▸ Work task
Pull every line of the entries that has the word "restore".

Data for this exercise below:

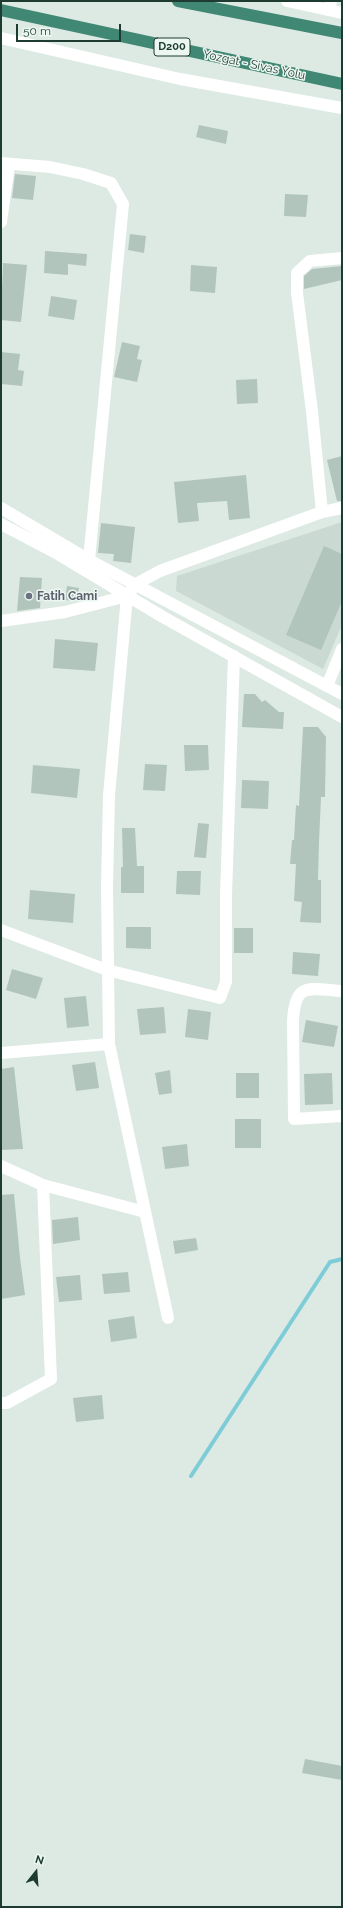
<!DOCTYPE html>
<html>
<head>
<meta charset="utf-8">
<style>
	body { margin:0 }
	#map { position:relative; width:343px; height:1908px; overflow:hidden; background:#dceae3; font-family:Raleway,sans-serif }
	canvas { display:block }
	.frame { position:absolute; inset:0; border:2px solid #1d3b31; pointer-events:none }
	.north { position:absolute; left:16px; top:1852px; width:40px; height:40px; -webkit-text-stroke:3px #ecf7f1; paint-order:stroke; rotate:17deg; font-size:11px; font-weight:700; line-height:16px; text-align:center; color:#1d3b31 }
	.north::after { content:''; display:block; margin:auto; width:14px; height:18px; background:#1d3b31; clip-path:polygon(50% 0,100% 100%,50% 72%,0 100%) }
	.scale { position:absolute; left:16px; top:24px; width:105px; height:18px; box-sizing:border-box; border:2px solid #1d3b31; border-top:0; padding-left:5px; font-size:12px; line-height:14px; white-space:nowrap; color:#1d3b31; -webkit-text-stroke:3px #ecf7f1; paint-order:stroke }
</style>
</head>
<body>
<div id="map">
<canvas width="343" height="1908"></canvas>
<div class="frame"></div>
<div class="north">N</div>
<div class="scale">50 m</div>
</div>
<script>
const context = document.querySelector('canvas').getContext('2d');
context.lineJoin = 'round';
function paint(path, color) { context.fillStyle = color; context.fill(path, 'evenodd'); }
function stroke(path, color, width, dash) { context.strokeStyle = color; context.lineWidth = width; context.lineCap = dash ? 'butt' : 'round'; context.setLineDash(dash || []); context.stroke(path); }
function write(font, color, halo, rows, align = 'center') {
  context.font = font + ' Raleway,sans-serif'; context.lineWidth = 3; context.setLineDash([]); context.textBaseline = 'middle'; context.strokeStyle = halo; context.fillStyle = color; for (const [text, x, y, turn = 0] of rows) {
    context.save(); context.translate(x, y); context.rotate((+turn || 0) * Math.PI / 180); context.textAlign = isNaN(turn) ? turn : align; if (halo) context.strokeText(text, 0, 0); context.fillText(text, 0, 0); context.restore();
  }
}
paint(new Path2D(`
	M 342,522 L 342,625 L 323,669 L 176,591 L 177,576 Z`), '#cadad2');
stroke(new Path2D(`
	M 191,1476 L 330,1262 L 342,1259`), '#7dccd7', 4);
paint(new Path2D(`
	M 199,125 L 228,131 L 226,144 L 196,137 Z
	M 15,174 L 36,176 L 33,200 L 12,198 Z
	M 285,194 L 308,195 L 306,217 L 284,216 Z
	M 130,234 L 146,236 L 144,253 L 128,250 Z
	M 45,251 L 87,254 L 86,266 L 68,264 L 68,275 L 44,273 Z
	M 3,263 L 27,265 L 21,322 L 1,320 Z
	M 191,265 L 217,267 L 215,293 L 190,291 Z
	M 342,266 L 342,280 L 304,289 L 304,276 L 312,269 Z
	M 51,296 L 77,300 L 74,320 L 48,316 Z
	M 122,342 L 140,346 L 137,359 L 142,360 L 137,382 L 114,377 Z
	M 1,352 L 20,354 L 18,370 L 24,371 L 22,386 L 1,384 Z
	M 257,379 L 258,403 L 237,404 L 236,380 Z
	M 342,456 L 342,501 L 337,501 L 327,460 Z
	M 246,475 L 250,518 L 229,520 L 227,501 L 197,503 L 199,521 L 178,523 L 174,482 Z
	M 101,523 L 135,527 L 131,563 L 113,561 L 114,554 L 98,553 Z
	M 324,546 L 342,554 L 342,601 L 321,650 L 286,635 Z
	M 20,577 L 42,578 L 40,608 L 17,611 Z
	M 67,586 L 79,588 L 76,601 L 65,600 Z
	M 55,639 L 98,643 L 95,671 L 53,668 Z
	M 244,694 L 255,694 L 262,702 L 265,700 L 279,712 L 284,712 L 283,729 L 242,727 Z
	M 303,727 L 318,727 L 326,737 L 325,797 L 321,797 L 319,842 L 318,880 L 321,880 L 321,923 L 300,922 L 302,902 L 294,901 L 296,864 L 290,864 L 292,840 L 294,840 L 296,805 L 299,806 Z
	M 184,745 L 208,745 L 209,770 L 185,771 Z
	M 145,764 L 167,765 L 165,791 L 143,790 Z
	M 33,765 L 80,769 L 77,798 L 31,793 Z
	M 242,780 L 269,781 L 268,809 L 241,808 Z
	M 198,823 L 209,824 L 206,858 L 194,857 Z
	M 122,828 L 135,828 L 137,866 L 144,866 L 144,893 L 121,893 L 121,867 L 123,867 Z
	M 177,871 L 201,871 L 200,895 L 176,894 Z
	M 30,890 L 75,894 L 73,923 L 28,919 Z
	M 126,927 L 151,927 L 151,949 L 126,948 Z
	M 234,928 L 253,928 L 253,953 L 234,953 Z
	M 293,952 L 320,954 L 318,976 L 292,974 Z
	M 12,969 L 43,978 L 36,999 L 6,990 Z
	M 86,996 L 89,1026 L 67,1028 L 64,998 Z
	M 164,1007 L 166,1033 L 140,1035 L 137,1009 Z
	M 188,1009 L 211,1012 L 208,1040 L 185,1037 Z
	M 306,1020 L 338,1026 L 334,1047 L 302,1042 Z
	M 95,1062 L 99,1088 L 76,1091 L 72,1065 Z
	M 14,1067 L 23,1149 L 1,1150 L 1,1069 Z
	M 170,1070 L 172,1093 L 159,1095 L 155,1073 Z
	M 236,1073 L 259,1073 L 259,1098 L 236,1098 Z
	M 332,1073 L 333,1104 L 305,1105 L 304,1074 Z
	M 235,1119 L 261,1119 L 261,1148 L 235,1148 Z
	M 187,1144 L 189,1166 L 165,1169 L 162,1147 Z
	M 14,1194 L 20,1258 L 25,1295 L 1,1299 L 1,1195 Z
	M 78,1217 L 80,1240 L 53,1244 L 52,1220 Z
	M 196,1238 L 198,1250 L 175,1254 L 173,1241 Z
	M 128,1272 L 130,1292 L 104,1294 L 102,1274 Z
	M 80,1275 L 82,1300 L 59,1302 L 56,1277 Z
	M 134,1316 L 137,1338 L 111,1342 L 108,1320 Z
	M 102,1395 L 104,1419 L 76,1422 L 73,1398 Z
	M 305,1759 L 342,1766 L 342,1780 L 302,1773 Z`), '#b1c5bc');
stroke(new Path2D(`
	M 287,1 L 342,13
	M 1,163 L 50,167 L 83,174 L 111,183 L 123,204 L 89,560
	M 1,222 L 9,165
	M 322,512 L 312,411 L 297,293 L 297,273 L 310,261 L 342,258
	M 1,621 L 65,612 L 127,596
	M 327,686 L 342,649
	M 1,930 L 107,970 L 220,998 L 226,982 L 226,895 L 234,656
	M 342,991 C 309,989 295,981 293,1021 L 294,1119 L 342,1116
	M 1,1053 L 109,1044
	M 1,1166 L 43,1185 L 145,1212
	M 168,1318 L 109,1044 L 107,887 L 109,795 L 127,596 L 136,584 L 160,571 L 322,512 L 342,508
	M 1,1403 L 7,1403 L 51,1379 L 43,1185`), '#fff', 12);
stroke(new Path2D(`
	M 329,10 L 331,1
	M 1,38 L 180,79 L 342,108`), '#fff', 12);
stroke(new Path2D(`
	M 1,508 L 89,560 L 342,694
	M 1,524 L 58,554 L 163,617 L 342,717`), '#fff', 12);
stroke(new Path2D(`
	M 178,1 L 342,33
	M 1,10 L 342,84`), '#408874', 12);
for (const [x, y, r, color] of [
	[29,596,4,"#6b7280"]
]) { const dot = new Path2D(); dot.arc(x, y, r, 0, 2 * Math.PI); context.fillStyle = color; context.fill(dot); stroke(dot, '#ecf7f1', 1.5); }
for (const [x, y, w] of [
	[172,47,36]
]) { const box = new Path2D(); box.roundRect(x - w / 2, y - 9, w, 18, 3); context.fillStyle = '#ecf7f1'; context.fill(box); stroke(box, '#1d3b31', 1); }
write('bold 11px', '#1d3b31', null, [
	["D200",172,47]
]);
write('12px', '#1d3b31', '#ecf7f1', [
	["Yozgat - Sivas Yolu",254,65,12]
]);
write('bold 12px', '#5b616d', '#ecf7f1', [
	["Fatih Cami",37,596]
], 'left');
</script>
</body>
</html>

End of Data for this exercise.
Data for this exercise below:

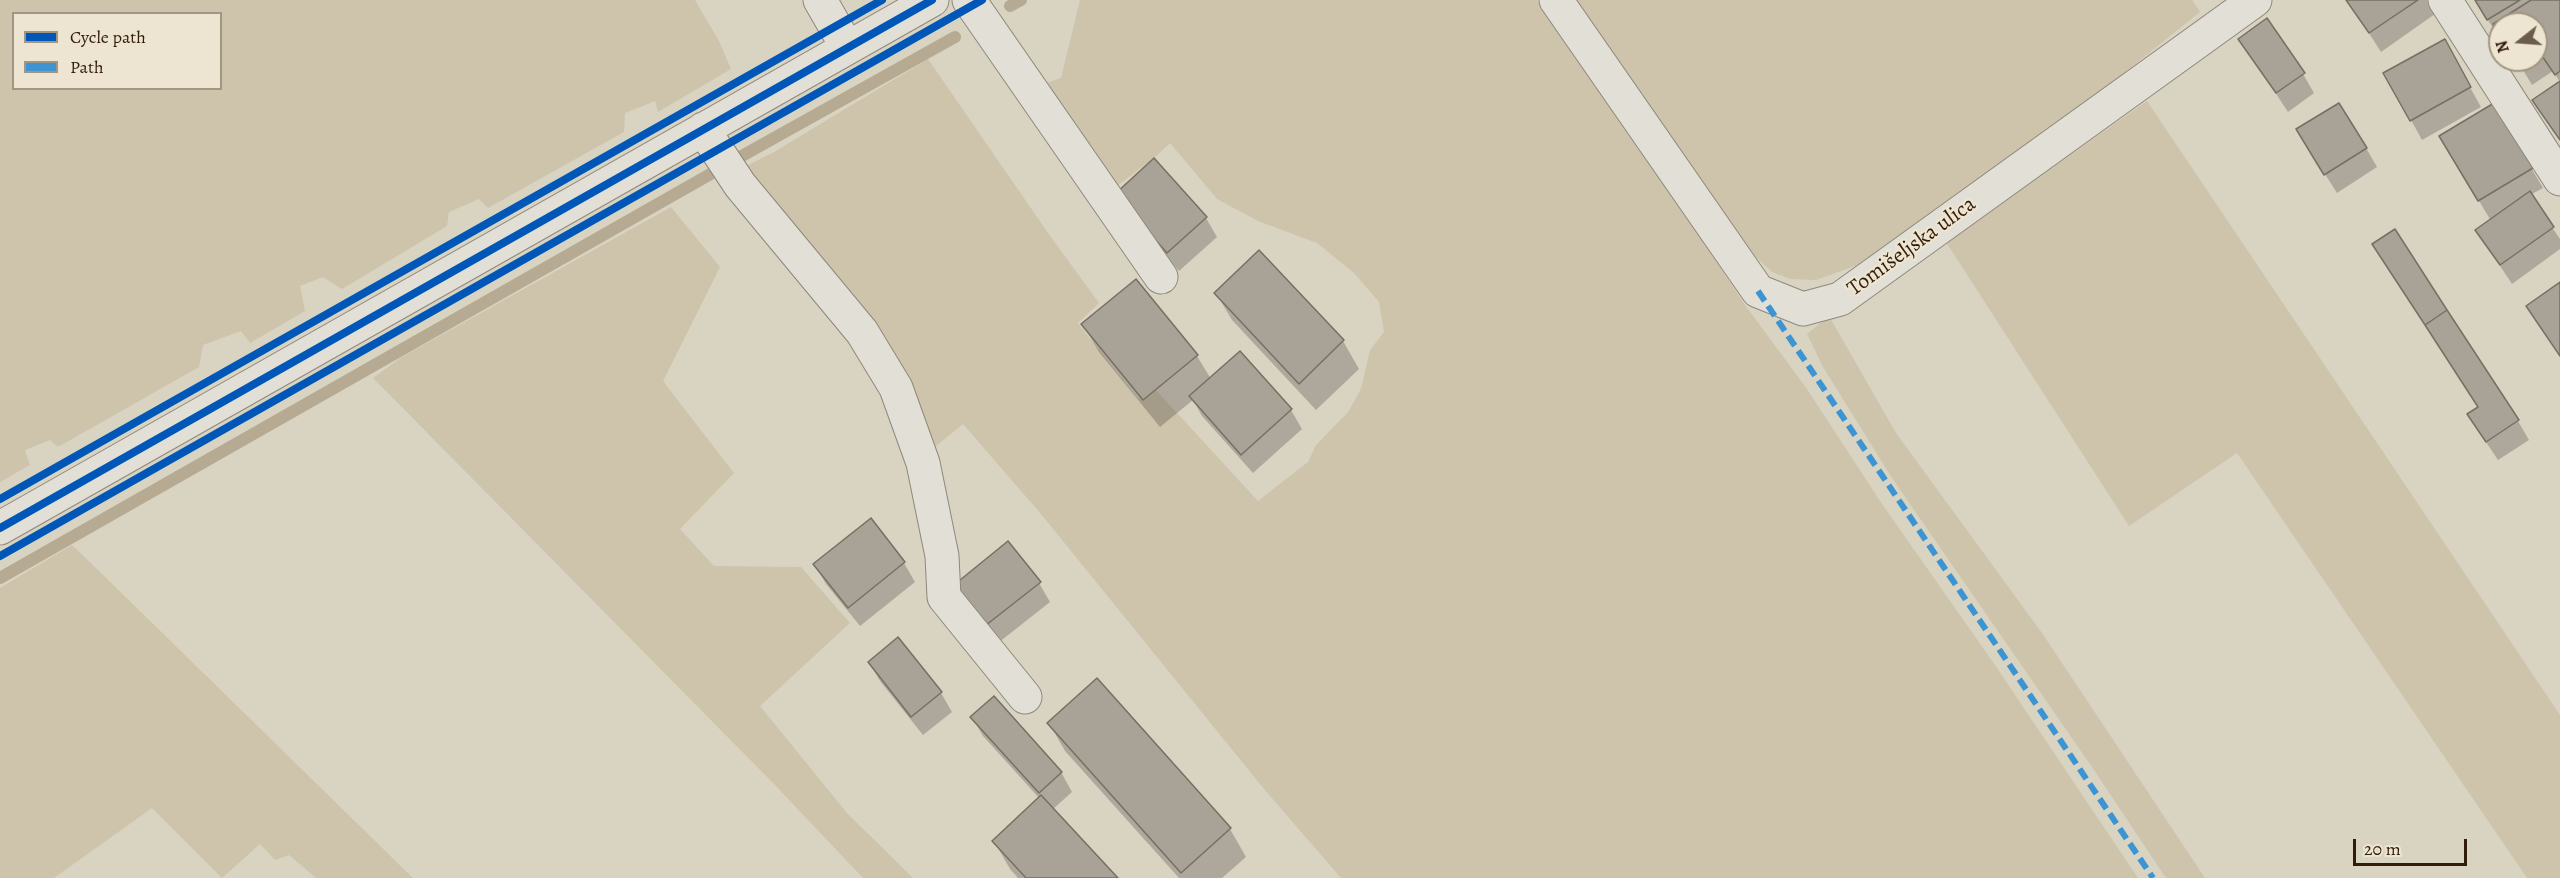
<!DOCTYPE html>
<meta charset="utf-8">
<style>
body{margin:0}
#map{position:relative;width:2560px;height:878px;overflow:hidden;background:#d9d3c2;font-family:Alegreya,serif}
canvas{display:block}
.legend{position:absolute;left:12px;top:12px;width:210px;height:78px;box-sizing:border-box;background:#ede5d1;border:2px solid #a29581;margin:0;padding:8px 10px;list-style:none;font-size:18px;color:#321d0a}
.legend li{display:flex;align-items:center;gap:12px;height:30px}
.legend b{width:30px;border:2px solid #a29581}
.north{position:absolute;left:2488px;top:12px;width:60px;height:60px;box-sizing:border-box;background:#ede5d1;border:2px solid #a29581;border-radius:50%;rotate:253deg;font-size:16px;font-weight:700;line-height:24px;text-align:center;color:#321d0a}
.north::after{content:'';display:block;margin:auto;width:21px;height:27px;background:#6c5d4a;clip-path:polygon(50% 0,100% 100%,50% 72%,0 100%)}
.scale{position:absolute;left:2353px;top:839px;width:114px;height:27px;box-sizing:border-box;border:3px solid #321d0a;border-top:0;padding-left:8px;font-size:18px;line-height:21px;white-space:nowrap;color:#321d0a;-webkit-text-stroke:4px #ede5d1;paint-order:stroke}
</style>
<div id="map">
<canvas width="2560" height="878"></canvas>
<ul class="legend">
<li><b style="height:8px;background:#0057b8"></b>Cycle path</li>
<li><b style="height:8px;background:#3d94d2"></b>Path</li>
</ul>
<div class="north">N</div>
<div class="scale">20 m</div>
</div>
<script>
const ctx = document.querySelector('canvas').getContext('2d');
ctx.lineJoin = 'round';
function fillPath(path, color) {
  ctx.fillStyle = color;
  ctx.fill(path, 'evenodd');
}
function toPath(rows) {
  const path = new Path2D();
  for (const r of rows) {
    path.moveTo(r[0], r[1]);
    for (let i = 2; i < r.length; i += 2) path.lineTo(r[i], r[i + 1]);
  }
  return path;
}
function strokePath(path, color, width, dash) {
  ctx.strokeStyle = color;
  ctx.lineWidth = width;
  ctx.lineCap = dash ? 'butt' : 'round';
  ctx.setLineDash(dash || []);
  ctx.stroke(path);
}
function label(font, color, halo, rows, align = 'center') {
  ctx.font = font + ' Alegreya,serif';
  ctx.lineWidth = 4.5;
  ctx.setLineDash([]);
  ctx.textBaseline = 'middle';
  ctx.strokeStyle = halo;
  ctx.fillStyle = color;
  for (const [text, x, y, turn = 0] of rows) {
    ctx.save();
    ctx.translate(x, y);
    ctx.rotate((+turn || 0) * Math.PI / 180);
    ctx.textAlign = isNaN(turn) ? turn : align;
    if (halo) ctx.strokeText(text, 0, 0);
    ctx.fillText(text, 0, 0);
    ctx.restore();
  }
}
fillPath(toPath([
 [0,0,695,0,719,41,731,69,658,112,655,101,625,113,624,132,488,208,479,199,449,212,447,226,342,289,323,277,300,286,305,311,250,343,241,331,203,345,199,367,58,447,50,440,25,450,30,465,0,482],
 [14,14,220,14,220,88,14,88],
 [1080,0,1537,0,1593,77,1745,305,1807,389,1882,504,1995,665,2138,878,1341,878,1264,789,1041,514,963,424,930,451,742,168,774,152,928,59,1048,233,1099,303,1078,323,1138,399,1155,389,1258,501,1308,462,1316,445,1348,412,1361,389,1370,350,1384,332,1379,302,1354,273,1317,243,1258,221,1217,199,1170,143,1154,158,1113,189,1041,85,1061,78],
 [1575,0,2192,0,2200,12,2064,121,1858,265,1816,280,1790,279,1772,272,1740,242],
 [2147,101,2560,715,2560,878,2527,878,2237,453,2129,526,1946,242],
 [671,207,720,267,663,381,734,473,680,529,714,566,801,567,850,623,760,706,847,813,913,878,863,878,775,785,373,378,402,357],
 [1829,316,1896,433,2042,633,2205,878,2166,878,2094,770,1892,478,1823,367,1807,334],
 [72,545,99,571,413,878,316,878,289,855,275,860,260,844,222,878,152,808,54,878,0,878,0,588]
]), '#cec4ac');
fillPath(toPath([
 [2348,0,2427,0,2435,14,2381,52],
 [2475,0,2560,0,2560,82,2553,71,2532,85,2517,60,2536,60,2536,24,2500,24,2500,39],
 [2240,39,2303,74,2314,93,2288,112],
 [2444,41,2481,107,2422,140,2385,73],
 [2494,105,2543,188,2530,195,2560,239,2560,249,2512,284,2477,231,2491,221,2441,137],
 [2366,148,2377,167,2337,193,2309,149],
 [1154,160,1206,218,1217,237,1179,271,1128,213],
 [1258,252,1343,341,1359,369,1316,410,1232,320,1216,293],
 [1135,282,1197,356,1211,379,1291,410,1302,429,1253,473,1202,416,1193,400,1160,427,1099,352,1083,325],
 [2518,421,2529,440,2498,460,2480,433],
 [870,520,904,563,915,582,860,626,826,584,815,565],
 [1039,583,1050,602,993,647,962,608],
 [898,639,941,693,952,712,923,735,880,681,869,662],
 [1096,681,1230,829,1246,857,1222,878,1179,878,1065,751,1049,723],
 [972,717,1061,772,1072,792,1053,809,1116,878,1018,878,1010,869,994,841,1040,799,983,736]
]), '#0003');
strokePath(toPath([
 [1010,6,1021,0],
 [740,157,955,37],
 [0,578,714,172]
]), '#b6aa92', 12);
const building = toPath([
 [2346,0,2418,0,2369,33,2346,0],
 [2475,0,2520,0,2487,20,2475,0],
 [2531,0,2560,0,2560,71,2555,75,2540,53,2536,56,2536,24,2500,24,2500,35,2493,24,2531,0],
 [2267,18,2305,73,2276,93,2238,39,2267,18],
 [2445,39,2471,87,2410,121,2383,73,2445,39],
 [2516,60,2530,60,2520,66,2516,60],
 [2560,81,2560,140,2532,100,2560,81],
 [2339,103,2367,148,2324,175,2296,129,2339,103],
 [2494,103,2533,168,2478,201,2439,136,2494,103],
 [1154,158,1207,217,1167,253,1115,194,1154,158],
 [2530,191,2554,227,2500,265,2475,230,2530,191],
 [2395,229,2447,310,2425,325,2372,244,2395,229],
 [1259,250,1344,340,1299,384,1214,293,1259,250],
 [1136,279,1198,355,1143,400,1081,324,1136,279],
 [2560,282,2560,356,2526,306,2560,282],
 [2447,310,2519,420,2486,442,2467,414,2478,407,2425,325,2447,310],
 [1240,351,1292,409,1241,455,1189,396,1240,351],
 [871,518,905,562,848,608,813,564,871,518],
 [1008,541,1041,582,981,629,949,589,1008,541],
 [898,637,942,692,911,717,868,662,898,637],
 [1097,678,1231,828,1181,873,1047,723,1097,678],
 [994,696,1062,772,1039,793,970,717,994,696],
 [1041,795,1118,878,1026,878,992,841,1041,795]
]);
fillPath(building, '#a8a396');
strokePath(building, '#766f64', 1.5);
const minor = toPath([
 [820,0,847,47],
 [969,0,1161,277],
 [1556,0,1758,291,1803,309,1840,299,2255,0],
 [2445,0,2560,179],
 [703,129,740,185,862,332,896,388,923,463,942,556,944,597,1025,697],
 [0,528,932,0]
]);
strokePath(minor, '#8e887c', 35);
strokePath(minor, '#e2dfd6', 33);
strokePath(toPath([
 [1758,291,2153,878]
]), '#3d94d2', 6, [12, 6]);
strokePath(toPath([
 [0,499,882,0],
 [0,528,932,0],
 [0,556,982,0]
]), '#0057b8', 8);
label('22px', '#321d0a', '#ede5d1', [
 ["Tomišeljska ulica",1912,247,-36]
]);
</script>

End of Data for this exercise.

▸ Problem solution
    context.save(); context.translate(x, y); context.rotate((+turn || 0) * Math.PI / 180); context.textAlign = isNaN(turn) ? turn : align; if (halo) context.strokeText(text, 0, 0); context.fillText(text, 0, 0); context.restore();
    ctx.restore();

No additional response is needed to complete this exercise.